Black Women and the right to vote, Megan Thee Stallion

Megan Thee Stallion:

Why I'm Speaking Up

I don't dread ridicule, and "Protect Black Women" shouldn't be divisive.

Black women are predicted to attract Democratic candidates again in the weeks leading up to the election. We've gone from being forbidden to vote legitimately to a highly-courted electoral bloc — all in little over a century.

Megan Thee Stallion

Despite this and despite the fact so many have adopted social awareness messages this year, black women are still continuously disrespected in so many aspects of existence.

Recently, I was victim to a man's abuse. I was fired twice during a party when I walked away. We didn't have a friendship. Truly, I was surprised that I ended up there.

My initial silence about what happened was my and my friends' apprehension. Even as a survivor, cynicism and judgement reached me. The way people asked and argued openly whether I played a part in my own aggressive attack proves that my suspicions of what happened were, sadly, justified.

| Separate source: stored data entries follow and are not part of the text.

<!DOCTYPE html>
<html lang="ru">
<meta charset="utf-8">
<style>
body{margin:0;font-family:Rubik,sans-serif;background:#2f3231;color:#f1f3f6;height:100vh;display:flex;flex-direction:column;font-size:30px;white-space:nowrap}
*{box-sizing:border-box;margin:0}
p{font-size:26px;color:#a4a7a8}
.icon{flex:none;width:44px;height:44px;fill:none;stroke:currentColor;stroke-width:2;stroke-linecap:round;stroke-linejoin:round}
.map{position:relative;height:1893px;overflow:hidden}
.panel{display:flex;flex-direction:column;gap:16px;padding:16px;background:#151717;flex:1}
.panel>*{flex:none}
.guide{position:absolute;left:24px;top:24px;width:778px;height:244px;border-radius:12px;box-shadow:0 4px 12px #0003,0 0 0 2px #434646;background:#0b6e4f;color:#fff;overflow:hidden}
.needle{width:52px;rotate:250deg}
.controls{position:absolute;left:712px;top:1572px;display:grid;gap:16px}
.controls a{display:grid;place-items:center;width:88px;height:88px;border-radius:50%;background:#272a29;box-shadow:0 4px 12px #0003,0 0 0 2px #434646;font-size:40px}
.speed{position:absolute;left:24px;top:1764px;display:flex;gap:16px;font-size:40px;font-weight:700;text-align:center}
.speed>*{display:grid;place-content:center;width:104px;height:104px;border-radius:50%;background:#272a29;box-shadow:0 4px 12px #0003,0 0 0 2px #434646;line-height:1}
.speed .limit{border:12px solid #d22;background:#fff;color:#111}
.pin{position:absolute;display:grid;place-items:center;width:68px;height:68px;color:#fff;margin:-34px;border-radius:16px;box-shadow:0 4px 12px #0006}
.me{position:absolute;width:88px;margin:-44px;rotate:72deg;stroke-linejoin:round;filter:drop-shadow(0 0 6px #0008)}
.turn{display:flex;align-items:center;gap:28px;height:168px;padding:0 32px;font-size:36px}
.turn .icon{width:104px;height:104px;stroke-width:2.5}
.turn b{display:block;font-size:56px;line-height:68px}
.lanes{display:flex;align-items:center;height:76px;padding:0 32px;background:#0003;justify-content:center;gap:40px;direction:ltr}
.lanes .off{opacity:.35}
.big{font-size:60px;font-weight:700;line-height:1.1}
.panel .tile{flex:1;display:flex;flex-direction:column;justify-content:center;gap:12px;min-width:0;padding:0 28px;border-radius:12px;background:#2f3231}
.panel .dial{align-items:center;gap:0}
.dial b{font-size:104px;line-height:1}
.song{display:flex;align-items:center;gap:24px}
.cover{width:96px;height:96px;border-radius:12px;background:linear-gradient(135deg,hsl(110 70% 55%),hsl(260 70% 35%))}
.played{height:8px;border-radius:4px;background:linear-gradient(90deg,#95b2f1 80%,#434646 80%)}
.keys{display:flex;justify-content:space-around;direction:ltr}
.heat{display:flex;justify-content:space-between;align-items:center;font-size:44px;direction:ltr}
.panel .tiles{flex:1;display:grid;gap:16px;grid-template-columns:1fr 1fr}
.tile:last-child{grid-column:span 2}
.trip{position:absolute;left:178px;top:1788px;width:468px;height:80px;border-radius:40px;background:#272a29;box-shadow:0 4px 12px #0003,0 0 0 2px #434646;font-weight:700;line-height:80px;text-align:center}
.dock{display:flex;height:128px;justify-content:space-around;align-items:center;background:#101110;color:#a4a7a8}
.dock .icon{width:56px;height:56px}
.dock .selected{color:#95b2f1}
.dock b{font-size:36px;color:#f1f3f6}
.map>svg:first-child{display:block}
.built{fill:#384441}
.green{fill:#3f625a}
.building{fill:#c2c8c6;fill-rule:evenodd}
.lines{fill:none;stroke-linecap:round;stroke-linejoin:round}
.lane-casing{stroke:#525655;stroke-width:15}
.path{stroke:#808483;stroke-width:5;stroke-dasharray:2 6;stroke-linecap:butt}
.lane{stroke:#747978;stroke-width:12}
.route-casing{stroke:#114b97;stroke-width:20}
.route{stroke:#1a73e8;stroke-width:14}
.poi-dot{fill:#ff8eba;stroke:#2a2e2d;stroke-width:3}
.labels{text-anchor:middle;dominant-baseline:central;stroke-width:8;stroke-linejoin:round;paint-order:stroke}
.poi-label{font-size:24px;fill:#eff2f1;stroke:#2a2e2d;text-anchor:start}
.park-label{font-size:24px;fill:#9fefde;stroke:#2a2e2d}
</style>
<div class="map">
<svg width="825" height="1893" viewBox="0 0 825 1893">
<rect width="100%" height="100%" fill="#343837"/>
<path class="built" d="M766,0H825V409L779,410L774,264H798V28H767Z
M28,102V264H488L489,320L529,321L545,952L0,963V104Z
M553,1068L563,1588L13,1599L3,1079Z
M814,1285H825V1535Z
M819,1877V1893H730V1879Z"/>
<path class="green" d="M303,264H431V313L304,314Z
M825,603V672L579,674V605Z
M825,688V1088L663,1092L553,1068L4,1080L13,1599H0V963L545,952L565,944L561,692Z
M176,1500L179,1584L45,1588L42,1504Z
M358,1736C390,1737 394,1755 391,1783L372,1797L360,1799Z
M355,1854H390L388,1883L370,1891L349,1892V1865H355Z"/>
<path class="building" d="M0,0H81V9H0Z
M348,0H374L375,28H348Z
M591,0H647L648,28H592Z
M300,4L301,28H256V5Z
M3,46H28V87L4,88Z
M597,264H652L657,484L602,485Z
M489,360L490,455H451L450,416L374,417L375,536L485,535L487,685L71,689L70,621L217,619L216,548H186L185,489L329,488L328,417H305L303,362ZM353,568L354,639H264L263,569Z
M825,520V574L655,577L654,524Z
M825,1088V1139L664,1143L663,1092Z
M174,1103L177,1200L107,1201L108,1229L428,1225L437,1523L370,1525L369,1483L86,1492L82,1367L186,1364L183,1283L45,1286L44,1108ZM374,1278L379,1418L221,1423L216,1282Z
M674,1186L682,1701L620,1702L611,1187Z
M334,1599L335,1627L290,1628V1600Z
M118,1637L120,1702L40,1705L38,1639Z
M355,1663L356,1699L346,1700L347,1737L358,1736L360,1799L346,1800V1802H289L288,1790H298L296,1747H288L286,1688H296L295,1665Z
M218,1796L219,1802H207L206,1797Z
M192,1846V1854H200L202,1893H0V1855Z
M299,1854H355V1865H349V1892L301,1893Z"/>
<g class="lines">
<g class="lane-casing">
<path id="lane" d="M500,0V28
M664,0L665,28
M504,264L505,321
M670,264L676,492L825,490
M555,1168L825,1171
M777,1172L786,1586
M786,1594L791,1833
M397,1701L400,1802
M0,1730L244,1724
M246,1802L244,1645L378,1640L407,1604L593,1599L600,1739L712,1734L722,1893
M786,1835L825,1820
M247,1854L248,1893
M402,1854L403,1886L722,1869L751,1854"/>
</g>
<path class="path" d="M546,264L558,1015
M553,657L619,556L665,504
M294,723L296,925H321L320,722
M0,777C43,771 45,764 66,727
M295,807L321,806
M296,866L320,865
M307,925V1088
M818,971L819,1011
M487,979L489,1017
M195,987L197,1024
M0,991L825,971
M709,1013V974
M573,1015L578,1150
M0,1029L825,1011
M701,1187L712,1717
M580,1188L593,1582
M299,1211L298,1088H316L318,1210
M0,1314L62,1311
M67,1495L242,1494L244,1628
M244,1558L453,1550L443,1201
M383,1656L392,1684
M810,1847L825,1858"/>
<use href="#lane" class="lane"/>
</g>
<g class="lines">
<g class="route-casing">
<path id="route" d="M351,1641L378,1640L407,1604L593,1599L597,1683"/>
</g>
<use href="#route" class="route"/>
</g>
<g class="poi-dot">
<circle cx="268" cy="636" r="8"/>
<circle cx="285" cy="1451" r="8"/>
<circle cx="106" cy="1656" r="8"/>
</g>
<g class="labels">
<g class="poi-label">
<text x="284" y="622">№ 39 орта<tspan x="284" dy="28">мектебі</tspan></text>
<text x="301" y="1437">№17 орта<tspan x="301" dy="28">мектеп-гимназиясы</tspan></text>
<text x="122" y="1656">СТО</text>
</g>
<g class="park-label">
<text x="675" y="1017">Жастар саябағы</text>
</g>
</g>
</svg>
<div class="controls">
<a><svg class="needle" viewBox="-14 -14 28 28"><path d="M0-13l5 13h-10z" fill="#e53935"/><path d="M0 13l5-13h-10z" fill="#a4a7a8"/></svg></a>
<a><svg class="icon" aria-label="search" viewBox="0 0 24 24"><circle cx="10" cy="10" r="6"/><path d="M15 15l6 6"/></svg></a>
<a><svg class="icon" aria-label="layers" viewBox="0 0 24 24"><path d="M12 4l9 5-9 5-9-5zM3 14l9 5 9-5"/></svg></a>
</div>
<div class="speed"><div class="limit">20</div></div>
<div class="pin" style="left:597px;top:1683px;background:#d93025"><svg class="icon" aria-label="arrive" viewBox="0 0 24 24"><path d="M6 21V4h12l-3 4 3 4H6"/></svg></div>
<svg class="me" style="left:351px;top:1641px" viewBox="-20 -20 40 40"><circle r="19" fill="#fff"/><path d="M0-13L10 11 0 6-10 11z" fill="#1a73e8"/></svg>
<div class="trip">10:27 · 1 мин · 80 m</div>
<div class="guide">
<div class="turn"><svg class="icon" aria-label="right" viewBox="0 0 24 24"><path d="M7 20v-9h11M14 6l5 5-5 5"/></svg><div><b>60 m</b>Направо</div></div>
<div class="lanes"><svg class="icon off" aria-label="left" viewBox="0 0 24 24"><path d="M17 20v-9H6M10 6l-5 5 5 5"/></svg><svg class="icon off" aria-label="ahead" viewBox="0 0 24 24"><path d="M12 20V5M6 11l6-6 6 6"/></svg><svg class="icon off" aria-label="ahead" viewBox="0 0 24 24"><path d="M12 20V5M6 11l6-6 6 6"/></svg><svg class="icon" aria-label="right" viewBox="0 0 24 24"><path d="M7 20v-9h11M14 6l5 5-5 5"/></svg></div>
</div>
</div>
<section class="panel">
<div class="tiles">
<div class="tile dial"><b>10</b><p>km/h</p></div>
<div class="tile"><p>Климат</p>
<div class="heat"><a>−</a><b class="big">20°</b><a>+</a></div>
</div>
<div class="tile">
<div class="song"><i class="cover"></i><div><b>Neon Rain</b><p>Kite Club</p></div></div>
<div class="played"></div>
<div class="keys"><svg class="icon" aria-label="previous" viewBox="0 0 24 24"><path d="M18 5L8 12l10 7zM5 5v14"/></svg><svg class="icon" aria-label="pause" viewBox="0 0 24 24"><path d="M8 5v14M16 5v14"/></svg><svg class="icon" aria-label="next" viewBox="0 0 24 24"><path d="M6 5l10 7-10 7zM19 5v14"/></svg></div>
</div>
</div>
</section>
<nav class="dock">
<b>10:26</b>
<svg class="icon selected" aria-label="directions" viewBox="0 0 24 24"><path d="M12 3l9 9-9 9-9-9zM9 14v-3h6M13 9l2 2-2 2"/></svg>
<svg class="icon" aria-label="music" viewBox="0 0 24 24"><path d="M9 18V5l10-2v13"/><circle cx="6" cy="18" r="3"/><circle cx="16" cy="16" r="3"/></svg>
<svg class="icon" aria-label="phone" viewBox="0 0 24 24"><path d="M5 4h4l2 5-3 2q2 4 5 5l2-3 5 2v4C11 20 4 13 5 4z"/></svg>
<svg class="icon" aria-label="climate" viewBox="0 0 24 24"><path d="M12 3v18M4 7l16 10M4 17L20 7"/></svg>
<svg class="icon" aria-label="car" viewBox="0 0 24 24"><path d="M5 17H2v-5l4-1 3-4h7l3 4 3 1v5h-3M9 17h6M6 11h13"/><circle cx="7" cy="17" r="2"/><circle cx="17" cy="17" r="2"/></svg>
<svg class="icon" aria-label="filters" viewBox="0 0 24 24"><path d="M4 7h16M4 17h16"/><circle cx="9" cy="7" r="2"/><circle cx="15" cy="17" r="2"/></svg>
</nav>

After a lot of self-reflection, I found that violence against women is not always linked to being in a relationship. It happens because so many men regard all women as objects, which makes them excuse abussing us when we want to practice our own freewill.

From the moment we start exploring adolescence's intricacies, we sense the weight of this threat and the weight of conflicting perceptions and misplaced preconceptions. All of us begin to understand how people view us. That's if we're seen.

The problem is much more intense for Black women battling stereotypes and being seen as angry or threatening as we want to stand up for ourselves and our mothers. There's not much room for enthusiastic activism if you're Black.

I recently used the "Saturday Night Live" platform to sharply condemn attorney general Daniel Cameron for his appalling behavior in refusing Breonna Taylor and her family justice. I expected any backlash: anybody who takes the example of Congressman John Lewis, the late titan of civil rights, and makes "healthy trouble, required trouble," risks being targeted by those satisfied with the status quo.

Still what do you know? I don't dread scrutiny. We live in a democracy where we can critique government leaders. And it's absurd some people find the term "Protect Black Women" is divisive. We deserve protection as humans. And we're entitled to our indignation at a long list of mistreatment and abuse we suffer.

Maternal death rates for black mothers are almost three times higher than for white mothers, a strong indication of health care ethnic inequality. In 2019, according to the Civil Rights Movement, an astronomical 91% of transgender or non-gender individuals fatally shot were Black.

Beyond threats to our health and futures, we face too many everyday decisions and mixed messages.

When we dress in tailored dresses, our curves become a subject of debate not just on social media, but also at work. The fact that Serena Williams, the best athlete in any sport ever, had to excuse herself for wearing a bodysuit at the 2018 French Open indicates how unfounded the fascination with the bodies of Black women is.

I 'd know that. For appearance and my talent, I earned quite some recognition. I choose my clothes. Let me repeat: I chose what I wear, not because I want to cater to men, but because I'm proud of my looks, and a healthy body image is fundamental to who I am as a woman and artist. I esteem women's compliments even more than men's. But the comments on how I chose to portray myself were also judgmental and cruel, with many believing I dress and act for male gaze. If women want to capitalize on our sexuality, we are vilified and disrespected to regain our own control.

Women are opposed in every industry, but particularly in hip-hop, where it seems as though the male-dominated ecosystem can accommodate just one female rapper at a time. People have sought to pit me against Nicki Minaj and Cardi B, two phenomenal entertainers and independent women. Nobody's "new;" we're all special in our own ways.

Wouldn't it be good if Black girls weren't overwhelmed with derogatory, sexist attacks on Black women? When they're told instead of the many important things we've achieved? It took a big motion picture, "Missing Figures," to bring NASA mathematician Katherine Johnson to the world. I wish I had heard about this story and other worldly milestones in school: that Alice H. Parker patented the first home boiler, or that Marie Van Brittan Brown developed the first home protection device. Or that Black women, so much in the shadows of those milestones, truly led the civil rights movement. Note that six of the Little Rock Nine students whose courage in 1957 contributed to school integration were Black girls. And that Rosa Parks displayed immense courage as she declined to move to the "brown section." I wish every little black girl was told that Patrisse Cullors, Alicia Garza, and Opal Tometi co-founded Black Lives Matter.

Rolling the road paved by icons like Shirley Chisholm, Loretta Lynch, U.S. Senator Maxine Waters and first Black woman elected to the U.S. Senate, Carol Moseley Braun, my dream is that Kamala Harris' vice presidential nomination would inaugurate a period in which black women no longer "make history" in 2020 to do things that should have been done decades earlier.

But it'll take time, and black women aren't innocent. We know that after the last ballot is cast and the vote is counted, we are likely to return and fight for ourselves. And right now, that's what we have.

Megan Thee Stallion is an entertainer, philanthropist, entrepreneur.